2. Y si, ya en la isla desierta, te pudieran mandar un baúl por año con otros libros, ¿cuáles elegirías?
De otros autores argentinos, debo mencionar novelas que, quizá por haberlas leído en la adolescencia, dejaron una marca indeleble en mí debido al tema y la curiosidad que me provocaron por conocer historia y lugares caros a mi espíritu. Es el caso de Bomarzo, de Manuel Mujica Láinez, que despertó en mí el ansia de saber más del Renacmiento y visitar Florencia, la Toscana y el Lacio. Sobre héroes y tumbas, de Ernesto Sabato, me hizo recorrer, en mi primera adolescencia, la ciudad en que nací y que, hasta entonces, no conocía. También con Rayuela, de Julio Cortázar, me ocurrió lo mismo, pero, esta vez, la protagonista fue París y, en menor medida, Buenos Aires misma. Yo, que vivía en suburbios del norte de la ciudad, empecé a recorrer en las páginas de Sabato y Cortázar diversos barrios porteños que nunca había visitado y recuerdo haber sentido el deseo de sentarme en sus bares y sus plazas con el mismo ánimo de turista con que había recorrido Roma o París cuando mis padres me llevaron un par de años antes. También me provocaron esos autores la aspiración –jamás alcanzada luego– de vivir en el ambiente bohemio parisino y de mi propia ciudad de Buenos Aires. De Cortázar, los primeros libros de relatos, Las armas secretas y Bestiario me han cautivado y La vuelta al día en ochenta mundos, con fotografías, pequeños ensayos u opiniones, algún cuento y uno que otro poema, presagió esa velocidad en los cambios de un tema a otro de las aplicaciones que hoy usan los jóvenes en sus celulares.
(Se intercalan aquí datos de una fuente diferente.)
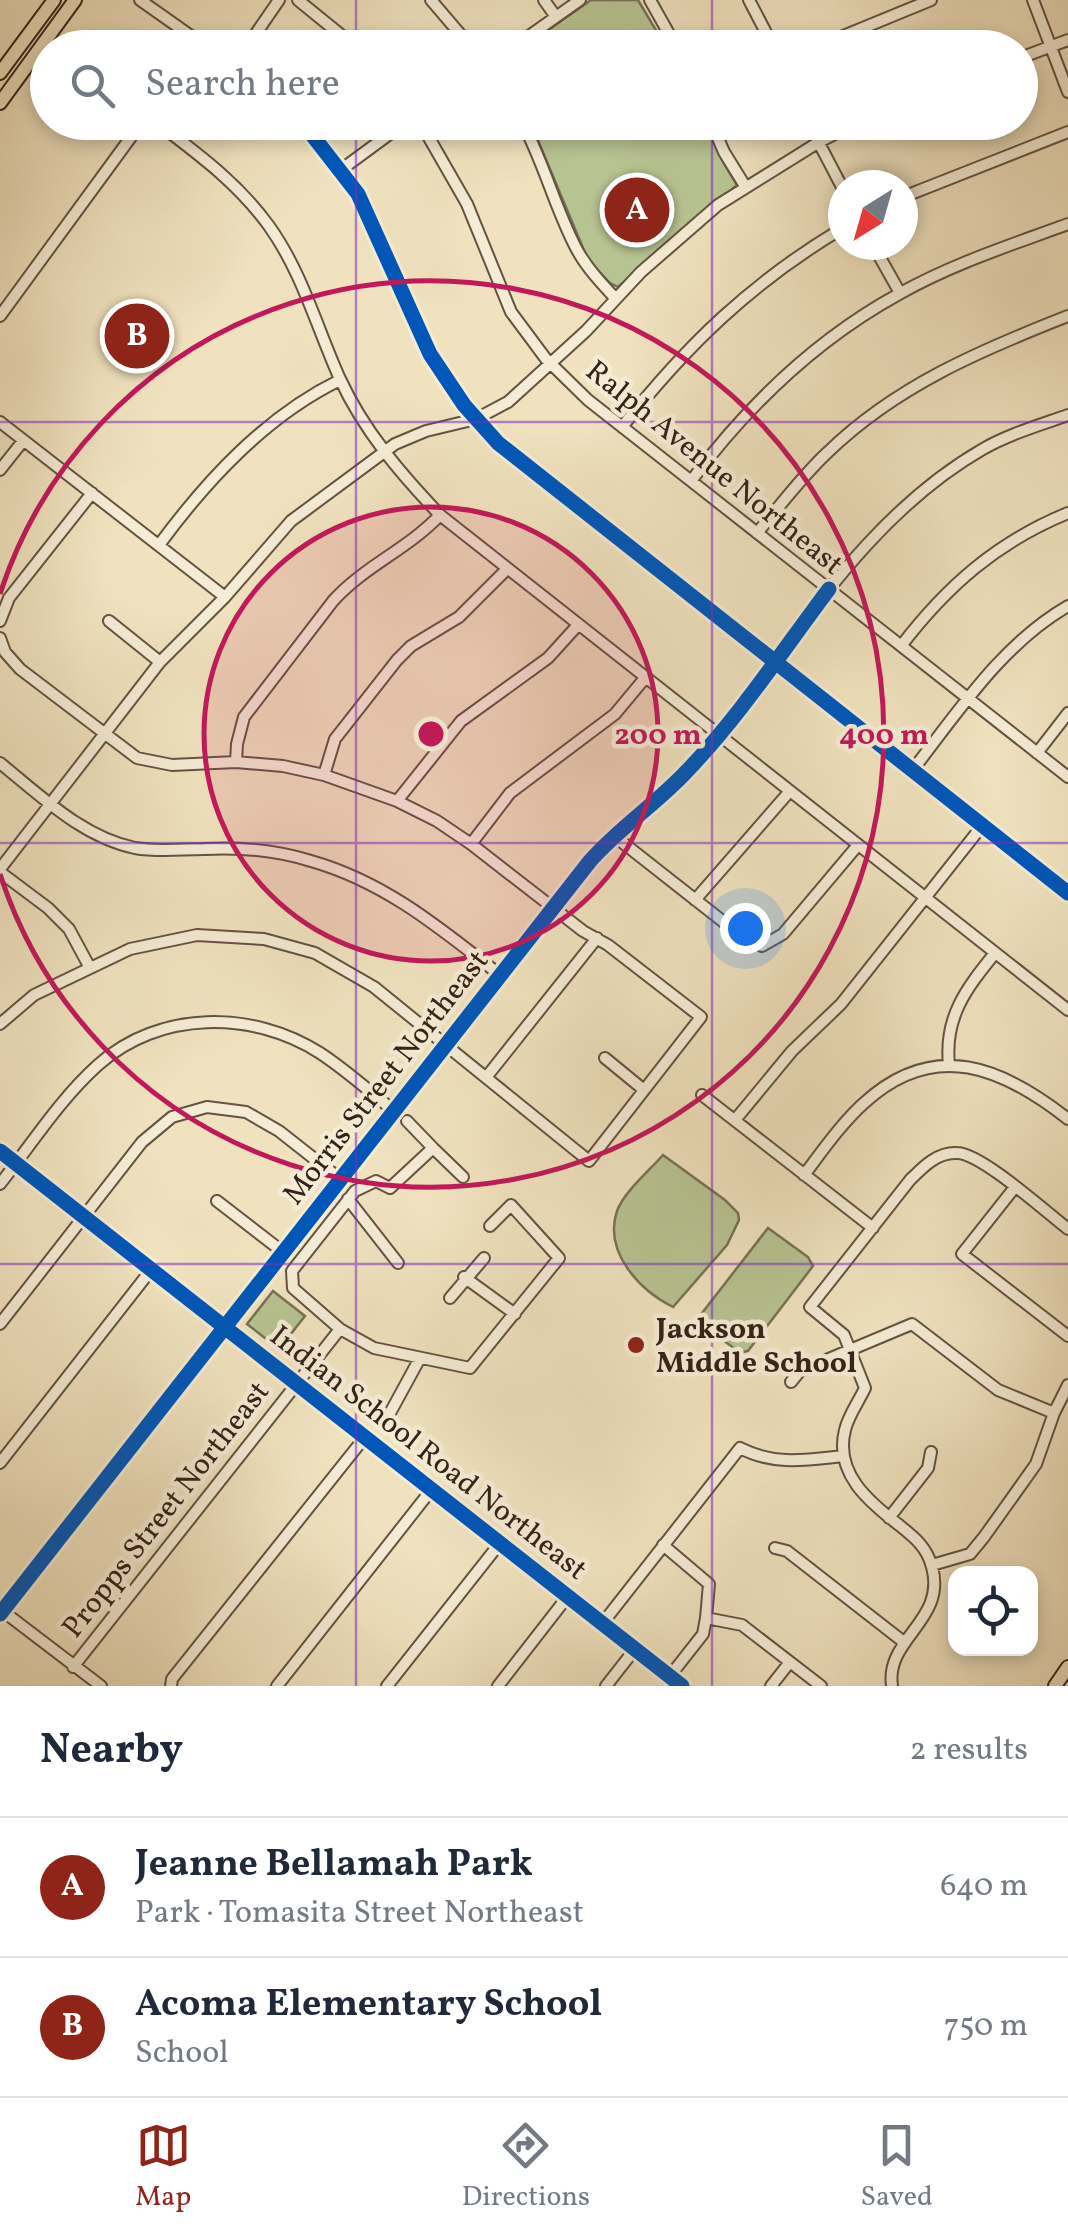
<!DOCTYPE html>
<meta charset="utf-8">
<style>
body{margin:0;font-family:Vollkorn,serif;background:#f6f6f7;color:#1f2937}
.controls{position:absolute;right:30px;bottom:30px;display:grid;overflow:hidden;border-radius:20px;box-shadow:0 5px 15px #0003}
.controls button{width:90px;height:90px;display:grid;place-items:center;padding:0;border:0;border-bottom:2px solid #e0e1e3;background:#fff;color:#1f2937;font:50px sans-serif}
.compass{position:absolute;left:828px;top:170px;width:90px;height:90px;border-radius:50%;background:#fff;box-shadow:0 5px 15px #0003;rotate:217deg}
.you{position:absolute;left:745px;top:928px;width:35px;height:35px;margin:-25px;border:8px solid #fff;border-radius:50%;background:#1a73e8;box-shadow:0 0 0 15px #1a73e833}
.badge{display:grid;place-items:center;width:65px;height:65px;border-radius:50%;background:#8f2418;color:#fff;font-size:32px;font-weight:700}
.pin{position:absolute;translate:-50% -50%;border:5px solid #fff;box-shadow:0 2px 10px #0006}
.list{margin:0;padding:0;list-style:none}
h2{display:flex;justify-content:space-between;align-items:center;height:130px;margin:0;padding:0 40px;font-size:42px}
h2 small{font-size:32px;font-weight:400;color:#747a83}
.list li{display:grid;grid-template-columns:65px 1fr auto;gap:30px;align-items:center;box-sizing:border-box;height:140px;padding:0 40px;border-top:2px solid #e0e1e3}
.list b{display:block;font-size:38px;white-space:nowrap}
.list p{margin:0;font-size:32px;white-space:nowrap;color:#747a83}
.list em{font-size:32px;font-style:normal;color:#747a83}
.icon{flex:none;width:55px;height:55px;fill:none;stroke:currentColor;stroke-width:2;stroke-linecap:round;stroke-linejoin:round}
.map{position:relative;flex:none;width:1068px;height:1686px;overflow:hidden}
.search{position:absolute;background:#fff;box-shadow:0 5px 15px #0003;left:30px;right:30px;top:30px;height:110px;display:flex;align-items:center;gap:25px;box-sizing:border-box;padding:0 35px;border-radius:55px;color:#747a83;font-size:38px}
.sheet{height:410px;background:#fff}
nav{display:flex;justify-content:space-around;align-items:center;box-sizing:border-box;height:140px;border-top:2px solid #e0e1e3;background:#fff;font-size:28px;color:#747a83}
nav a{display:grid;justify-items:center;gap:5px}
nav .on{color:#8f2418}
.map>svg:first-child{display:block}
.green{fill:#b8c392;stroke:#767255;stroke-width:2.5}
.lines{fill:none;stroke-linecap:round;stroke-linejoin:round}
.minor-casing{stroke:#645242;stroke-width:14}
.major-casing{stroke:#352218;stroke-width:16}
.minor{stroke:#f5ecd5;stroke-width:10}
.major{stroke:#f0e2bf;stroke-width:12}
.cycleway-casing{stroke:#f5ecd5;stroke-width:21}
.cycleway{stroke:#0057b8;stroke-width:15}
.grid{fill:none;stroke:#7b2cbf;stroke-width:2.5;stroke-opacity:0.55}
.ring{fill:none;stroke:#c2185b;stroke-width:5}
.poi-dot{fill:#8f2418;stroke:#f5ecd5;stroke-width:4}
.labels{text-anchor:middle;stroke-width:9;stroke-linejoin:round;paint-order:stroke}
.street-label{font-size:30px;fill:#352218;stroke:#f5ecd5}
.poi-label{font-size:30px;font-weight:bold;fill:#352218;stroke:#f5ecd5;text-anchor:start}
.centre{fill:#c2185b;stroke:#f5ecd5;stroke-width:5}
.ring-label{font-size:30px;text-anchor:middle;font-weight:bold;fill:#c2185b;stroke:#f5ecd5;stroke-width:9;stroke-linejoin:round;paint-order:stroke}
</style>
<div class="map">
<svg width="1068" height="1686" viewBox="0 0 1068 1686">
<rect width="100%" height="100%" fill="#f0e2bf"/>
<filter id="stains"><feTurbulence type="fractalNoise" baseFrequency=".002" numOctaves="4"/><feColorMatrix values="0 0 0 0 .2 0 0 0 0 .09 0 0 0 0 .02 0 0 0 .5 -.17"/></filter>
<radialGradient id="worn" r=".72"><stop offset=".6" stop-color="#630" stop-opacity="0"/><stop offset="1" stop-color="#630" stop-opacity=".3"/></radialGradient>
<path class="green" d="M591 0H638L666 47H524Z
M539 122 706 123 723 162 737 185 618 287 610 283 588 260 532 126Z
M663 1155 725 1200 738 1213 739 1220 727 1245 673 1307C641 1291 603 1253 617 1211 624 1192 649 1171 663 1155Z
M768 1228 808 1257 813 1266 748 1351 740 1353 702 1324 699 1317Z
M273 1291 305 1316 279 1349 247 1324Z"/>
<g class="lines">
<defs>
<path id="minor" d="M140 0 208 48
M298 0 357 48
M431 0 472 48
M544 0 556 17
M650 0 677 48
M749 0 774 48
M1033 0 1068 92
M246 48 279 0
M512 48 580 0
M814 48 931 0
M1020 58 1068 40
M156 122C198 154 238 183 269 226 302 272 317 328 340 379 364 431 401 474 440 515L1068 1010
M302 122 358 194 430 354 464 405 498 443 1068 893
M420 122 467 204 511 312 546 359 588 400 1068 777
M522 122C544 163 555 208 576 248 586 267 601 283 616 299
M711 122 724 152 745 186
M808 122 843 189
M342 169 406 122
M903 197 1068 132
M873 245 900 293
M0 316 142 122
M0 422 225 597
M622 427C687 345 752 282 843 228
M0 470 23 441
M691 481C748 405 815 340 899 294 952 264 1011 245 1068 224
M757 533C780 506 802 476 828 452 896 386 981 350 1068 316
M159 545C207 480 266 416 340 380
M0 621 9 598 92 493
M109 621 160 662
M0 638 5 652 20 669 137 758 172 765 236 762 283 766 324 775 397 801 437 821 471 844 583 931 608 945 701 1017 589 1161 374 987 315 953 264 939 197 935 130 949 34 995 0 1024
M901 646C947 586 997 542 1068 513
M1037 753 1068 713
M236 762 237 744 244 717 333 601C363 567 408 549 440 515
M0 763C41 796 82 837 135 848 158 852 181 849 204 849 240 847 276 850 311 861 385 882 440 928 500 975
M912 771C958 712 1002 644 1068 606
M324 775 335 739 397 660 411 646 459 617 506 570
M397 801 461 721 548 658 577 626
M613 835 744 938 762 946 783 934 858 845
M471 844 510 793 615 714 645 678
M0 869 160 662 225 597 291 521 395 444 426 431 476 419 508 402 586 331 641 272 718 205 819 142 858 122
M0 872 48 908 69 929 89 966
M695 900 790 791
M605 1058 644 1090
M949 1065C944 1017 966 989 995 953
M488 1075 597 938
M702 1095 873 1228
M735 1120 792 1051 841 1004 982 826
M433 1148 463 1177
M0 1151 682 1686
M804 1175C823 1150 841 1124 864 1103 935 1038 1003 1068 1068 1119
M0 1184C31 1145 60 1099 98 1065 159 1010 253 1010 320 1053 346 1070 369 1091 393 1110
M1015 1187 962 1254 1068 1336
M348 1199 398 1263
M217 1201 283 1252
M464 1277 515 1314
M450 1298 484 1258
M0 1324 142 1142 172 1117 207 1107 246 1112 279 1131 340 1179
M340 1329 293 1288 292 1271 355 1191 376 1181 390 1188 433 1148 407 1121
M791 1382 800 1371 912 1324 998 1390 1054 1413
M384 1424 420 1358
M0 1463 151 1270
M889 1518 928 1468 931 1452
M663 1545 709 1584 706 1618 742 1625 821 1686
M775 1548 787 1551 905 1643
M932 1565 970 1554 984 1537 1036 1464 1054 1413 1068 1385
M0 1609 101 1686
M0 1614 590 861C624 823 667 795 700 756 791 649 858 521 983 449 1009 434 1040 425 1068 415
M602 1624 740 1448C775 1466 806 1460 844 1456
M73 1667 340 1329 374 1348 470 1368 559 1258 511 1205 490 1226
M670 1676 703 1634 706 1618
M171 1686 172 1679 365 1437
M277 1686 432 1489
M387 1686 500 1543
M498 1686 568 1596
M606 1686 635 1649
M771 1686 790 1662
M892 1686C885 1638 947 1621 932 1567 927 1547 914 1537 899 1525 869 1502 834 1473 845 1430 848 1416 859 1401 865 1388L844 1335 810 1307 910 1180C923 1167 937 1152 957 1153 981 1153 1046 1212 1068 1229"/>
<path id="major" d="M0 73 54 0
M0 103 75 0
M1055 1686 1068 1667"/>
</defs>
<use href="#minor" class="minor-casing"/>
<use href="#major" class="major-casing"/>
<use href="#minor" class="minor"/>
<use href="#major" class="major"/>
<defs>
<path id="cycleway" d="M302 122 358 194 430 354 464 405 498 443 1068 893
M0 1151 682 1686
M0 1614 590 861C619 828 656 804 686 772 739 717 783 650 829 589"/>
</defs>
<use href="#cycleway" class="cycleway-casing"/>
<use href="#cycleway" class="cycleway"/>
</g>
<path class="grid" d="M356 0V48M712 0V48M356 122V1686M712 122V1686M0 422H1068M0 843H1068M0 1264H1068"/>
<circle cx="431" cy="734" r="227" fill="#c2185b" fill-opacity=".12"/>
<g class="ring">
<circle cx="431" cy="734" r="227"/>
<path d="M0 594A453 453 0 1 1 0 874"/>
</g>
<circle class="poi-dot" cx="636" cy="1345" r="10"/>
<g class="labels">
<g class="street-label">
<text transform="translate(715 467) rotate(39)" y="10">Ralph Avenue Northeast</text>
<text transform="translate(385 1077) rotate(-52)" y="10">Morris Street Northeast</text>
<text transform="translate(429 1452) rotate(38)" y="10">Indian School Road Northeast</text>
<text transform="translate(165 1509) rotate(-52)" y="10">Propps Street Northeast</text>
</g>
<g class="poi-label">
<text x="656" y="1338">Jackson<tspan x="656" dy="34">Middle School</tspan></text>
</g>
</g>
<circle cx="431" cy="734" r="15" class="centre"/>
<g class="ring-label">
<text x="658" y="744">200 m</text>
<text x="884" y="744">400 m</text>
</g>
<rect width="100%" height="100%" filter="url(#stains)"/>
<rect width="100%" height="100%" fill="url(#worn)"/>
</svg>
<div class="controls">
<button><svg class="icon" aria-label="locate" viewBox="0 0 24 24"><circle cx="12" cy="12" r="6"/><path d="M12 2v4M12 18v4M2 12h4M18 12h4"/></svg></button>
</div>
<svg class="compass" viewBox="-18 -18 36 36"><path d="M0-13l5 13h-10z" fill="#e53935"/><path d="M0 13l5-13h-10z" fill="#747a83"/></svg>
<div class="you"></div>
<div class="pin badge" style="left:637px;top:210px">A</div>
<div class="pin badge" style="left:137px;top:336px">B</div>
<div class="search"><svg class="icon" aria-label="search" viewBox="0 0 24 24"><circle cx="10" cy="10" r="6"/><path d="M15 15l6 6"/></svg>Search here</div>
</div>
<section class="sheet">
<h2>Nearby<small>2 results</small></h2>
<ul class="list">
<li><span class="badge">A</span><div><b>Jeanne Bellamah Park</b><p>Park · Tomasita Street Northeast</p></div><em>640 m</em></li>
<li><span class="badge">B</span><div><b>Acoma Elementary School</b><p>School</p></div><em>750 m</em></li>
</ul>
</section>
<nav>
<a class="on"><svg class="icon" aria-label="map" viewBox="0 0 24 24"><path d="M3 6l6-2 6 2 6-2v14l-6 2-6-2-6 2zM9 4v14M15 6v14"/></svg>Map</a>
<a><svg class="icon" aria-label="directions" viewBox="0 0 24 24"><path d="M12 3l9 9-9 9-9-9zM9 14v-3h6M13 9l2 2-2 2"/></svg>Directions</a>
<a><svg class="icon" aria-label="saved" viewBox="0 0 24 24"><path d="M7 4h10v16l-5-4-5 4z"/></svg>Saved</a>
</nav>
3. ¿Qué autores peruanos te atraen?
No toda la obra de Vargas Llosa ni quizá tampoco sus más célebres novelas, pero me gustaron mucho La casa verde y Travesuras de la niña mala, porque me resultaron muy entretenidas, además de tener reflexiones profundas y describir las sutilezas de las relaciones entre hombres y mujeres con acabada maestría. También me han hecho pasar lindos momentos literarios La hora azul, de Alonso Cueto, Los gallinazos sin plumas y otros cuentos, de Julio Ramón Ribeyro y, por supuesto, Tradiciones peruanas, de Ricardo Palma. Hay varios cuentos de Fernando Ampuero que he leído con felicidad, también.
4. Eres amante también de la literatura inglesa. Recuérdanos los libros que te vienen a la cabeza.
The Good Soldier, de Ford Madox Ford, me parece una novela excelente por la manera en que va describiendo la evolución de los sentimientos y la forma en que se despliega paulatinamente la trama. Me siento tentado a mencionar The Picture of Dorian Gray, de Oscar Wilde, que es un canto a la apreciación estética de la naturaleza, del arte pictórico y de la mismísima belleza humana, aunque, como es un poco desparejo el interés que produce en el lector a lo largo de sus páginas, no me animo a colocarlo entre las grandes obras de la literatura inglesa. Debo recordar con admiración extática The Black Cloud, del físico Fred Hoyle, sostenedor de la teoría rival del Big Bang, llamada modelo de estado estacionario, que quedó perimida. En The Black Cloud, Fred Hoyle nos va llevando de la mano en el descubrimiento de algunas anomalías en las observaciones de un joven físico inglés para revelarnos que se trata de una nube cientos de veces más inteligente que los seres humanos, capaz de adaptarse para preservar la vida en la Tierra que ella misma estaba poniendo en riesgo por obstruir la radiación del Sol.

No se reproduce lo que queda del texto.